Ensure compliance with recycling and organic waste diversion requirements.

Non-priority mitigation actions include increasing construction of zero-net emissions buildings, providing water efficiency rebates or incentives, and requiring solar panels on new construction.

The CAAP draft plan comes a few weeks after the Aquarium of the Pacific opened Pacific Visions, a two-story new wing, which carries a strong message about climate change. The $53 million exhibit aims to show the impact humans have on the earth and its oceans, and what can be done to address it.

The plan found that transportation was the largest source of greenhouse gases coming from the city.

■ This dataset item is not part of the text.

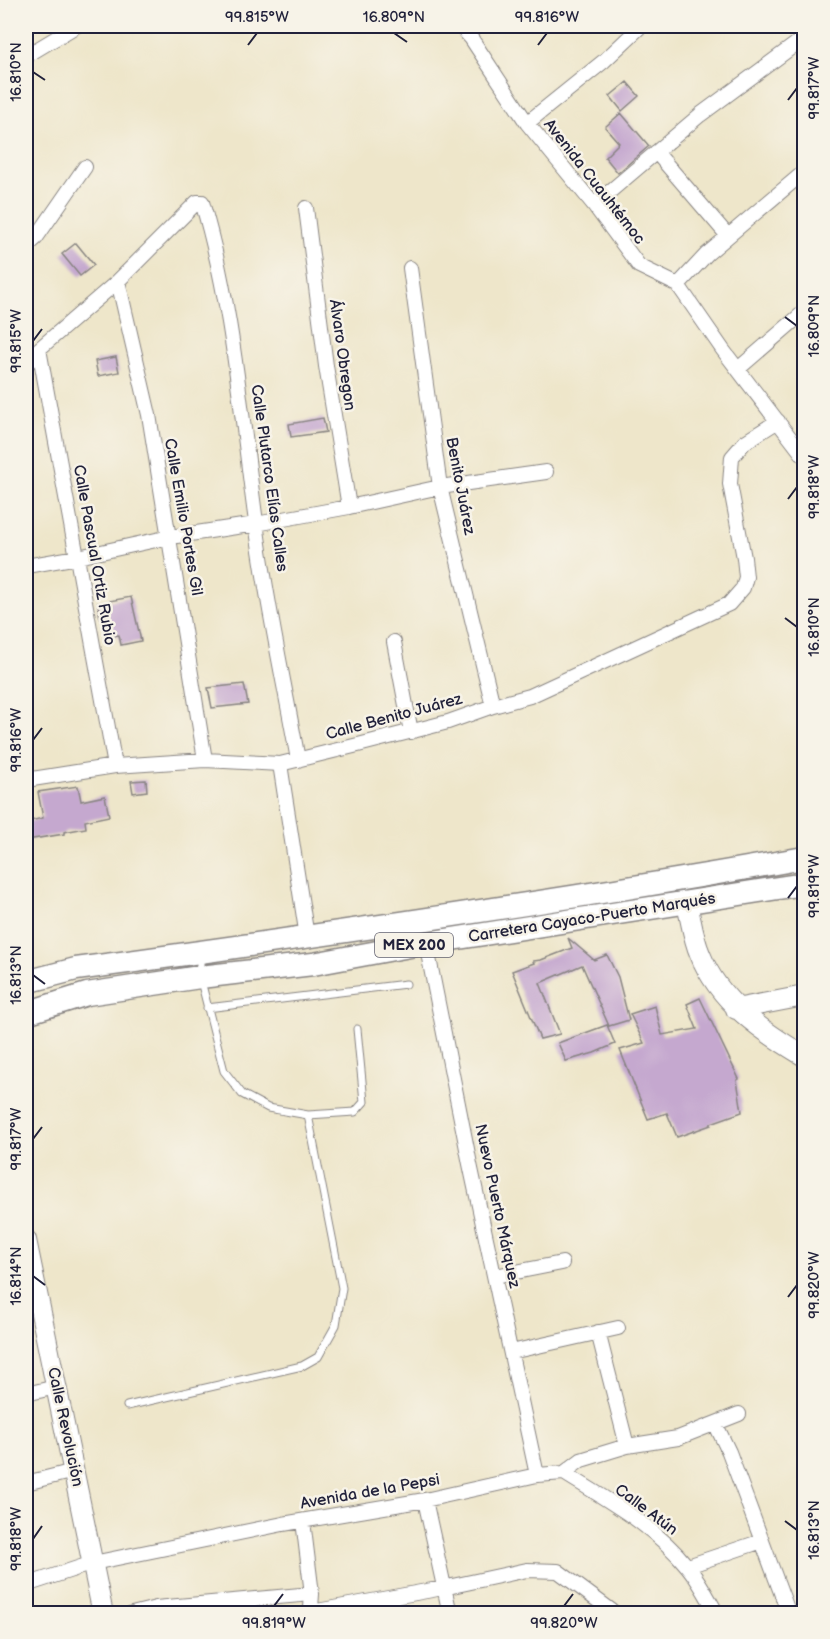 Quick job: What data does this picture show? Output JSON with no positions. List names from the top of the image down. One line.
{"streets":{"main road":["Carretera Cayaco-Puerto Marqués","MEX 200"],"street":["Avenida Cuauhtémoc","Álvaro Obregon","Calle Plutarco Elías Calles","Benito Juárez","Calle Emilio Portes Gil","Calle Pascual Ortiz Rubio","Calle Benito Juárez","Nuevo Puerto Márquez","Calle Revolución","Avenida de la Pepsi","Calle Atún"]},"crossings":[["Avenida Cuauhtémoc","Calle Benito Juárez"],["Calle Plutarco Elías Calles","Calle Emilio Portes Gil"],["Calle Plutarco Elías Calles","Calle Benito Juárez"],["Benito Juárez","Calle Benito Juárez"],["Calle Emilio Portes Gil","Calle Benito Juárez"],["Calle Pascual Ortiz Rubio","Calle Benito Juárez"],["Carretera Cayaco-Puerto Marqués","Nuevo Puerto Márquez"],["Nuevo Puerto Márquez","Avenida de la Pepsi"],["Calle Revolución","Avenida de la Pepsi"],["Avenida de la Pepsi","Calle Atún"]],"coordinates":["99.815°W","16.809°N","99.816°W","16.810°N","99.817°W","99.818°W","99.819°W","16.813°N","16.814°N","99.820°W"]}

But it also addressed other contributors, such as energy and waste are also factors, said Alison Spindler, planner for Long Beach Development Services.

The main goal is to take a holistic approach of climate change, by mitigating the causes of climate change and also addressing the effects, Spindler said. One example, she said, is planting trees.

They not only cool neighborhoods during extreme heat, but they also clean the air and encourage more people to walk, Spindler said.

“Looking for those things can have co-benefits across different sectors is an important part of it,” she said. “The other thing is that research tells us that climate change is already here, it’s already impacting our health — so starting from the adaptation side makes more people realize that this is an issue that’s a priority today.”

Adaptability actions — which aim to reduce climate impacts to the city and its residents — found four sectors of need for extreme heat, air quality, drought and flooding.

The study found that extreme heat and air quality will impact areas of Central, West and North Long Beach, which already have some of the highest pollution impacts in the state. Additionally, those areas — which tend to be lower-income communities of color — will put vulnerable populations at even higher risk when incidents such as power outages occur, the CAAP found.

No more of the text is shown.